### PROBLEM
Your task is to write out the complete listing exactly as it is shown.

### INFORMATION SHOWN
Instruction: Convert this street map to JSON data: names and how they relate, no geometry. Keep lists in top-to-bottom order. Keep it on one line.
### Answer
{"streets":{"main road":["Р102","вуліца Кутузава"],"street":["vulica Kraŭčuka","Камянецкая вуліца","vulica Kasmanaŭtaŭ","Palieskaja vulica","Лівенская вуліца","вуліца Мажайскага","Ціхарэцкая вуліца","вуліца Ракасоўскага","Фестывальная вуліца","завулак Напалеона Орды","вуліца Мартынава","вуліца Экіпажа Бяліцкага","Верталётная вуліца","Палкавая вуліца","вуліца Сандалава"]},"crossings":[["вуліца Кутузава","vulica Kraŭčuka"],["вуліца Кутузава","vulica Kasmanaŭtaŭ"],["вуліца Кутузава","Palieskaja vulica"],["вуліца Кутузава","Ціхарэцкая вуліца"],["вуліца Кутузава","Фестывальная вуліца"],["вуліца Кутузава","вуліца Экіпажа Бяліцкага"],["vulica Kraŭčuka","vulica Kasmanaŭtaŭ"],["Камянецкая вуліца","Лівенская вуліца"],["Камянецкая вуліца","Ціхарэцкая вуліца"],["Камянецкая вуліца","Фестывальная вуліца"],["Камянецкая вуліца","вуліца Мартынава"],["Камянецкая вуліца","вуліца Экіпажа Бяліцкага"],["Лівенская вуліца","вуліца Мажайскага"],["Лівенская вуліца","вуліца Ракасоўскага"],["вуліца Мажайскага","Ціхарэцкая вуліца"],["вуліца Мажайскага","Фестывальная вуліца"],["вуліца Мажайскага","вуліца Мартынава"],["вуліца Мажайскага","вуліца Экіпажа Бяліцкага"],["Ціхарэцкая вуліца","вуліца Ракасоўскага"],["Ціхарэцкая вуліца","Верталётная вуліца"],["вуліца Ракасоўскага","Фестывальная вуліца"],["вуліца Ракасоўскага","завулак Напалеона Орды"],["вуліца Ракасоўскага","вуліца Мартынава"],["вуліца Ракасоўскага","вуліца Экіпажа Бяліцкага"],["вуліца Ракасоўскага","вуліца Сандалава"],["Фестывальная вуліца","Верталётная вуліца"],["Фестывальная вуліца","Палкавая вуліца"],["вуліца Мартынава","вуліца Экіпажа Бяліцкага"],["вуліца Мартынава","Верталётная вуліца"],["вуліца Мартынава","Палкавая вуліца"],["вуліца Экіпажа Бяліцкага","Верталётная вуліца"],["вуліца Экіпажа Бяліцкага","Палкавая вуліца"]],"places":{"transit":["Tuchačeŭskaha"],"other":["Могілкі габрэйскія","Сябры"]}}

### RESULT BELOW
Instruction: Convert this street map to JSON data: names and how they relate, no geometry. Keep lists in top-to-bottom order. Keep it on one line.
### Answer
{"streets":{"main road":["Р102","вуліца Кутузава"],"street":["vulica Kraŭčuka","Камянецкая вуліца","vulica Kasmanaŭtaŭ","Palieskaja vulica","Лівенская вуліца","вуліца Мажайскага","Ціхарэцкая вуліца","вуліца Ракасоўскага","Фестывальная вуліца","завулак Напалеона Орды","вуліца Мартынава","вуліца Экіпажа Бяліцкага","Верталётная вуліца","Палкавая вуліца","вуліца Сандалава"]},"crossings":[["вуліца Кутузава","vulica Kraŭčuka"],["вуліца Кутузава","vulica Kasmanaŭtaŭ"],["вуліца Кутузава","Palieskaja vulica"],["вуліца Кутузава","Ціхарэцкая вуліца"],["вуліца Кутузава","Фестывальная вуліца"],["вуліца Кутузава","вуліца Экіпажа Бяліцкага"],["vulica Kraŭčuka","vulica Kasmanaŭtaŭ"],["Камянецкая вуліца","Лівенская вуліца"],["Камянецкая вуліца","Ціхарэцкая вуліца"],["Камянецкая вуліца","Фестывальная вуліца"],["Камянецкая вуліца","вуліца Мартынава"],["Камянецкая вуліца","вуліца Экіпажа Бяліцкага"],["Лівенская вуліца","вуліца Мажайскага"],["Лівенская вуліца","вуліца Ракасоўскага"],["вуліца Мажайскага","Ціхарэцкая вуліца"],["вуліца Мажайскага","Фестывальная вуліца"],["вуліца Мажайскага","вуліца Мартынава"],["вуліца Мажайскага","вуліца Экіпажа Бяліцкага"],["Ціхарэцкая вуліца","вуліца Ракасоўскага"],["Ціхарэцкая вуліца","Верталётная вуліца"],["вуліца Ракасоўскага","Фестывальная вуліца"],["вуліца Ракасоўскага","завулак Напалеона Орды"],["вуліца Ракасоўскага","вуліца Мартынава"],["вуліца Ракасоўскага","вуліца Экіпажа Бяліцкага"],["вуліца Ракасоўскага","вуліца Сандалава"],["Фестывальная вуліца","Верталётная вуліца"],["Фестывальная вуліца","Палкавая вуліца"],["вуліца Мартынава","вуліца Экіпажа Бяліцкага"],["вуліца Мартынава","Верталётная вуліца"],["вуліца Мартынава","Палкавая вуліца"],["вуліца Экіпажа Бяліцкага","Верталётная вуліца"],["вуліца Экіпажа Бяліцкага","Палкавая вуліца"]],"places":{"transit":["Tuchačeŭskaha"],"other":["Могілкі габрэйскія","Сябры"]}}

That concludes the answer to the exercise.